The authors wish to thank Robert Alter, Limor Darash, Claude Fischer, Zali Gurevitch, Paul Hamburg, Daniel Schwartz, and the students in the MA seminar on Terror and Religion at the Hebrew University in Jerusalem for comments on previous drafts of this article.

Notes

This article is a revised and substantially expanded version of Ron E. Hassner and Gideon Aran, “Religion and Violence in the Jewish Traditions,” in Mark Juergensmeyer, Margo Kitts, and Michael Jerryson, eds., Oxford Handbook of Religion and Violence (Oxford: Oxford University Press, 2013), pp. 78–99. The present version is especially adapted to relate the legacy of Jewish violence to its contemporary manifestations.

See, for example, Sigmund Freud, Totem and Taboo, trans. Abraham Arden Brill (New York: Moffat, Yard, and Co., 1919); Rene Girard, Violence and the Sacred (Baltimore: Johns Hopkins University Press, 1977); and “Mimesis and Violence: Perspectives in Cultural Criticism,” Berkshire Review 14 (1979): 9–9; and Walter Burkert, “The Problem of Ritual Killing,” in Robert G. Hamerton-Kelly, ed., Violent Origins: Walter Burkert, Rene Girard, and Jonathan Z. Smith on Ritual Killing and Cultural Formation (Stanford: Stanford University Press, 1987), 149–176.

See, for example, Samuel Huntington, The Clash of Civilizations (New York: Touchstone, 1996); Raphael Israeli, Islamikaze (London: Taylor & Francis, 2003); John Esposito, Unholy War (Oxford, UK: Oxford University Press, 2003); and Bruce Hoffman, Holy Terror: The Implications of Terrorism Motivated by a Religious Imperative (Santa Monica, CA: Rand Corp, 1993).

See, for example, Robert Pape, Dying to Win: The Strategic Logic of Suicide Terrorism (New York: Random House, 2005); and Scott Atran, “Genesis of Suicide Terrorism,” Science 299 (2004): 1534–1539.

Religious movements in Israel that are opposed to Jewish violence include Netivot Shalom (Oz Ve'Shalom), the Reform Movement, and the Conservative Movement. Prominent Orthodox Israelis who are champions of Jewish non-violence include Yeshayahu Leibovitch, Aviezer Ravitzky, and Avrum Burg.

In the fourth section, we shall refer also to verbal and symbolic violence, and discuss its relation to physical violence.

On religious violence, see, for example, Scott Appleby, The Ambivalence of the Sacred: Religion, Violence and Reconciliation (Lanham, MD: Rowman & Littlefield, 2000); Mark Juergensmeyer, Terror in the Mind of God (Berkeley, CA: University of California Press, 2000); and Martin Marty and Scott Appleby, eds., Fundamentalisms Observed (Chicago: University of Chicago Press, 1991).

We draw these findings from a comprehensive database compiled by Ami Pedahzur and Arie Perliger, in Jewish Terrorism in Israel (New York: Columbia University Press, 2011), 175–192.

For details about the various cases of political terror in Israel, see Pedahzur and Perliger, ibid., as well as Ehud Sprinzak, Brother Against Brother: Violence and Extremism in Israeli Politics from Altalena to Rabin Assassination (New York: Free Press, 1999); and Shaul Zadka, Blood in Zion: How Jewish Guerrillas Drove the British Out of Palestine (London: Brassey's, 1995).

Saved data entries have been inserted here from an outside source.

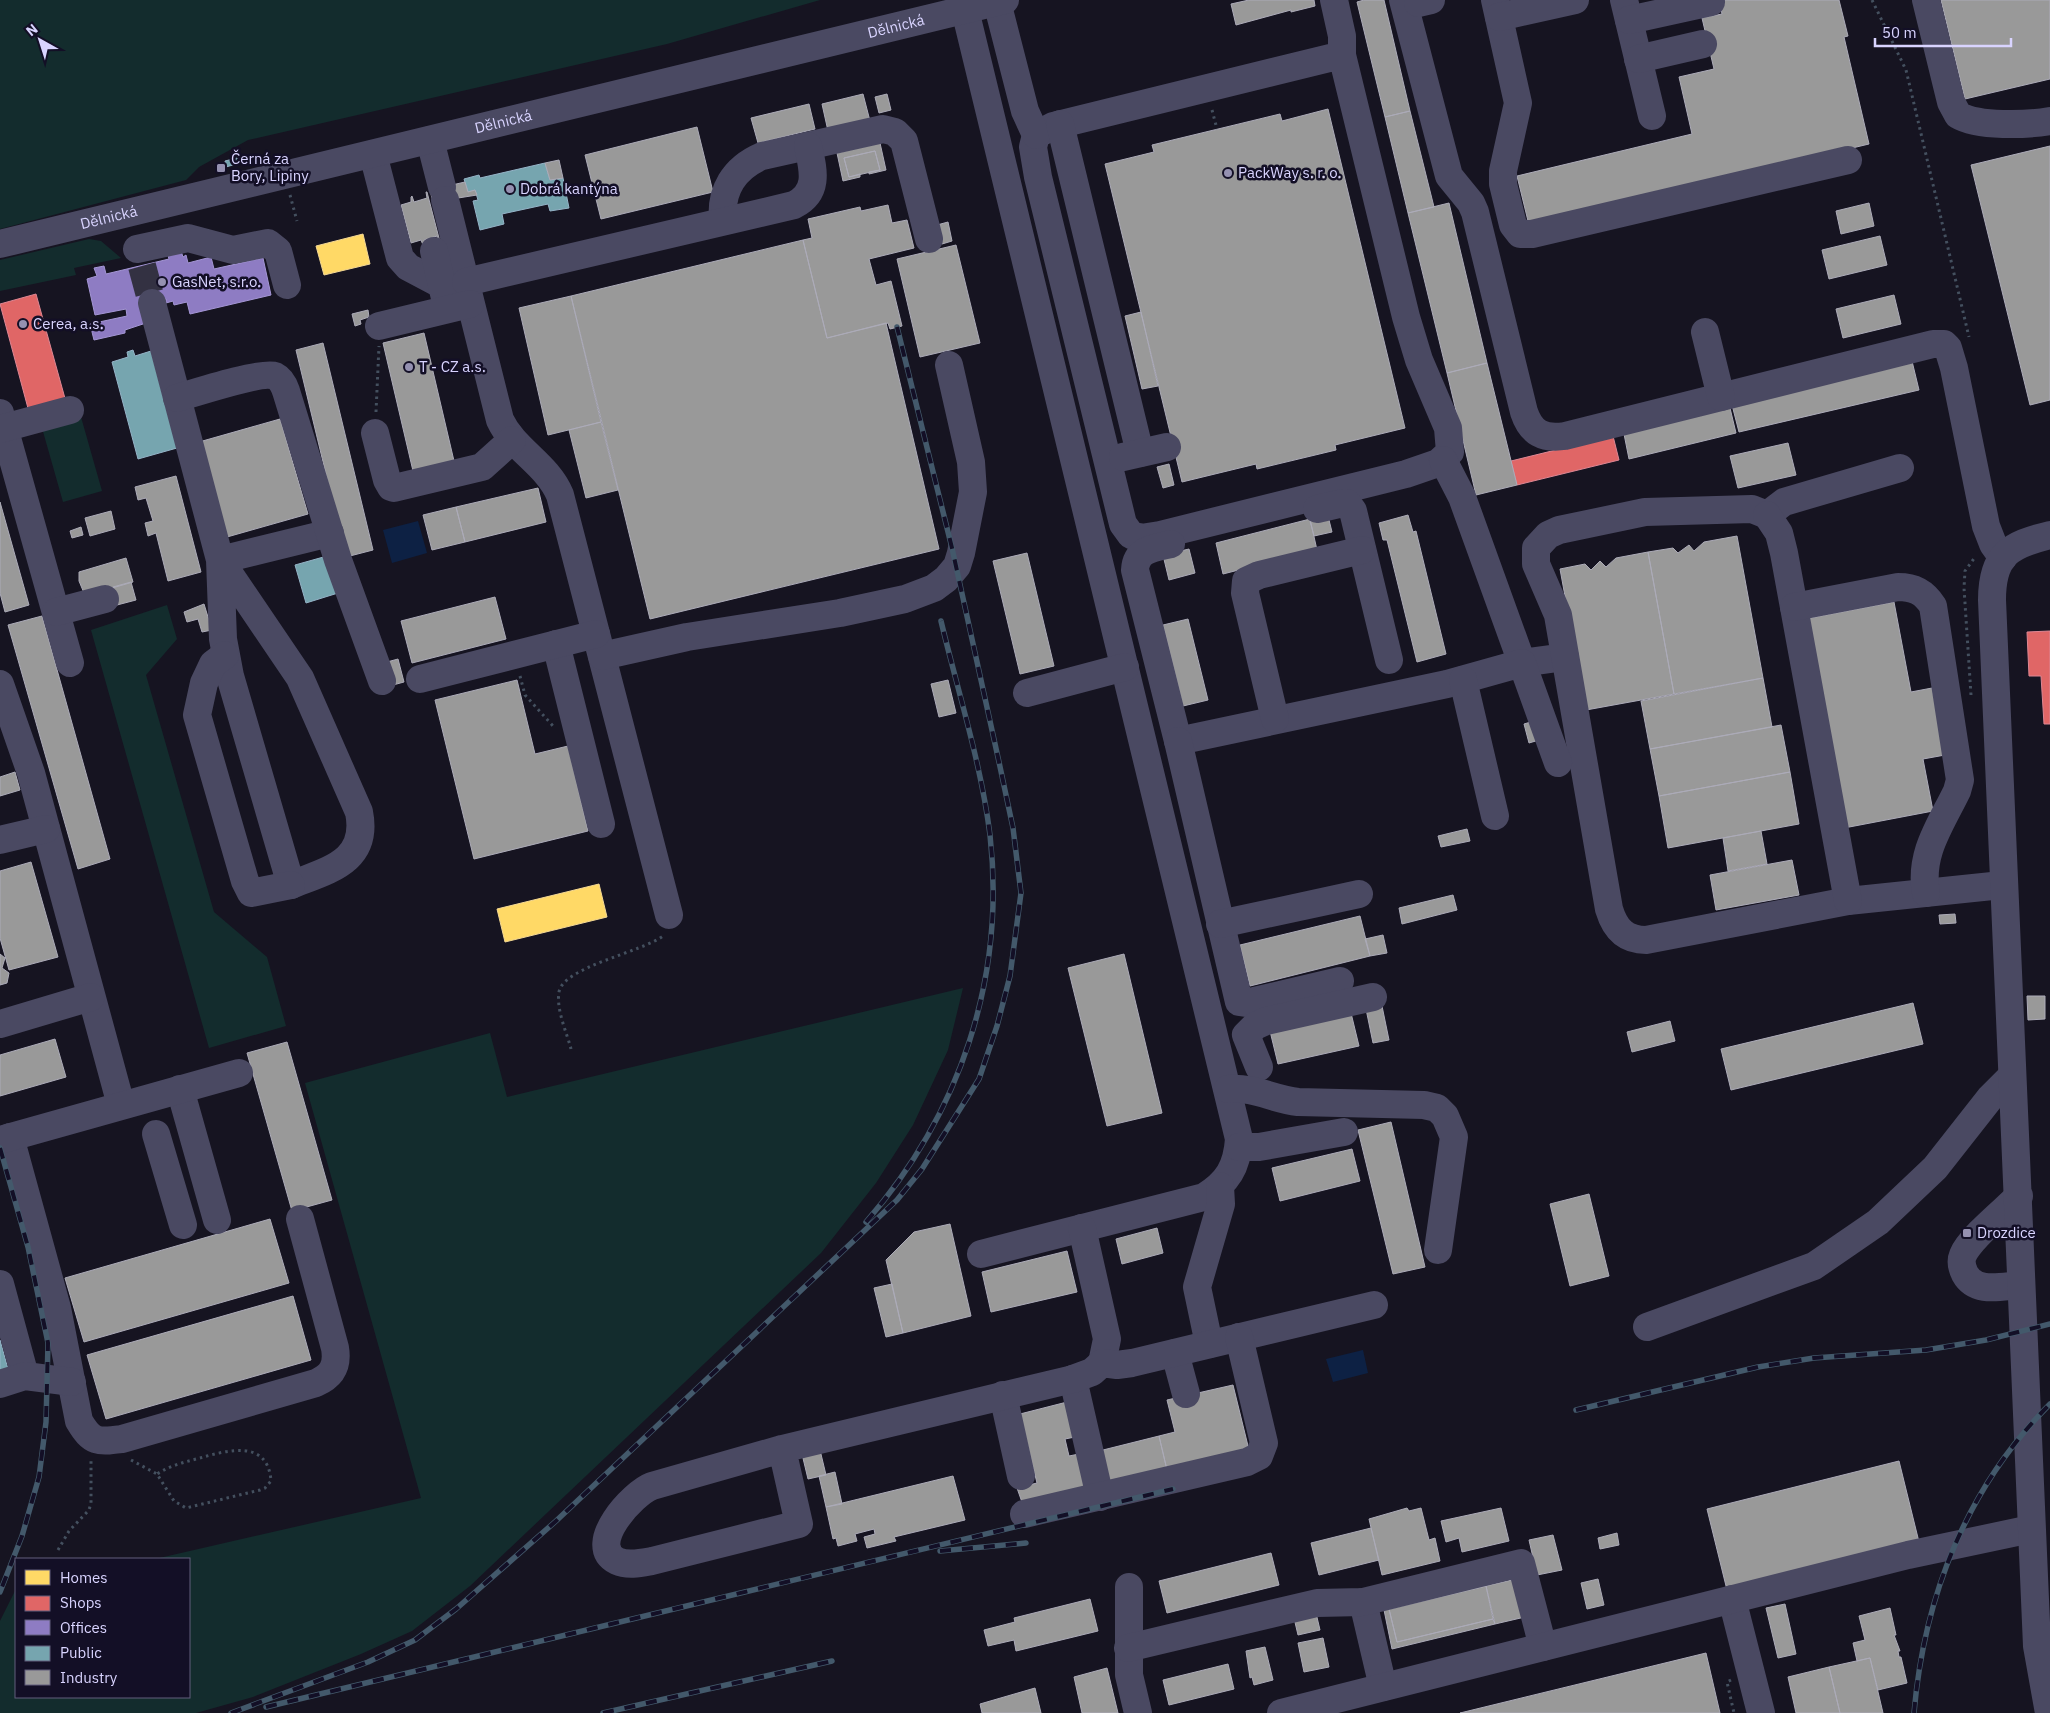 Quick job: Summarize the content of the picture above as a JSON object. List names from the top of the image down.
{
  "streets": {
    "street": ["Dělnická"]
  },
  "places": {
    "transit": ["Černá za Bory, Lipiny", "Drozdice"],
    "other": [
      "PackWay s. r. o.",
      "Dobrá kantýna",
      "GasNet, s.r.o.",
      "Cerea, a.s.",
      "T - CZ a.s."
    ]
  },
  "legend": [
    "Homes",
    "Shops",
    "Offices",
    "Public",
    "Industry"
  ],
  "scale_bar": "50 m",
  "north": "top left"
} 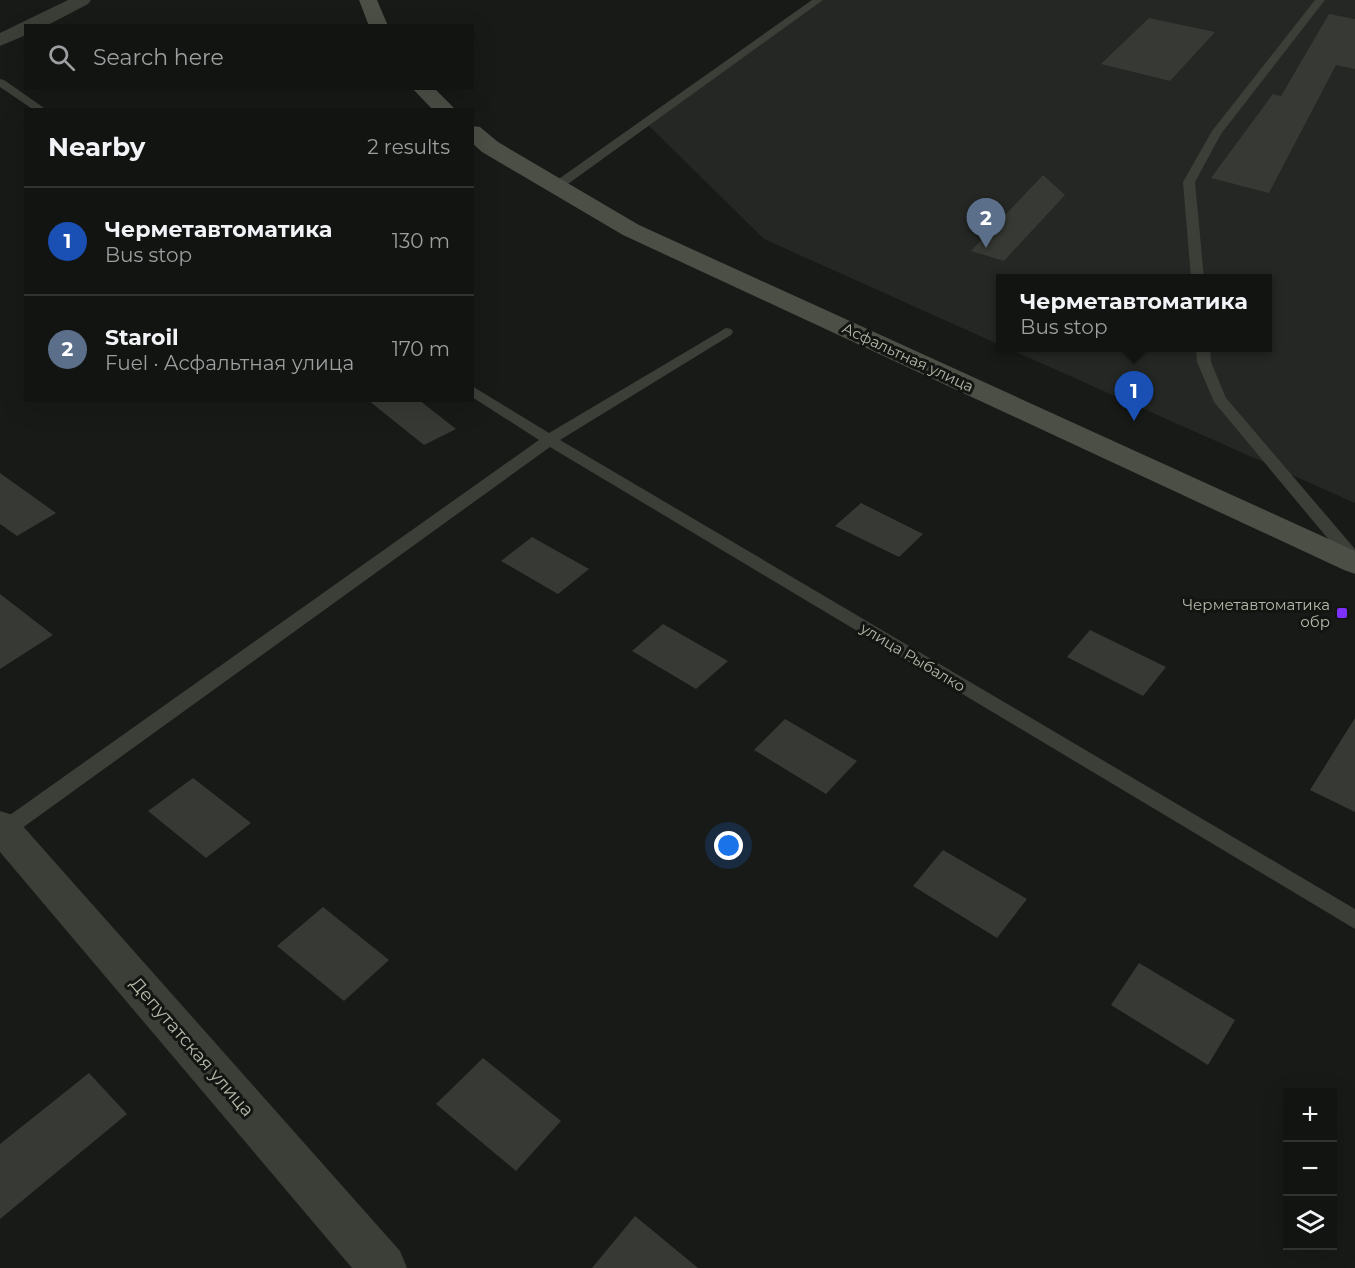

Brit Hakana'im (The Covenant of the Zealots) consisted of Ultra-Orthodox Jews who operated mostly spontaneously and on an individual basis to turn Israel into a Halakha-abiding state. They harassed and damaged private and public symbols of Jewish secularism like transportation companies that worked on the Sabbath and butchers that sold non-kosher meat. The underground members were arrested after planning to throw a smoke bomb into parliament during a session devoted to establishing compulsory military service for women. One of the imprisoned members was Mordechai Eliahu, many years later to become the Chief Rabbi of the State of Israel and spiritual leader of Gush Emunim. He recently confessed that he still strongly believes in the mission of the underground though he regrets its violent tactics. Malchut Yisrael (The Kingdom of Israel) succeeded Lehi. It murdered Count Folke Bernadot in 1949 and Rudolf Israel Kastner in 1957, in addition to more minor acts of violence against diplomats and public officials. Though infused with a messianic character and borrowing metaphors from ancient Israel, none of its members, including prominent right-wing intellectuals and eccentric ex-combatants, were observant Jews.

Several indicators suggest that, of those whose degree of observance was unknown, at least half were observant Jews.

See David Weisburd, Jewish Settlers Violence (University Park, PA: Pennsylvania University Press, 1989).

See Hagai Segal, Dear Brothers: The West Bank Jewish Underground (Jerusalem: Keter, 1987).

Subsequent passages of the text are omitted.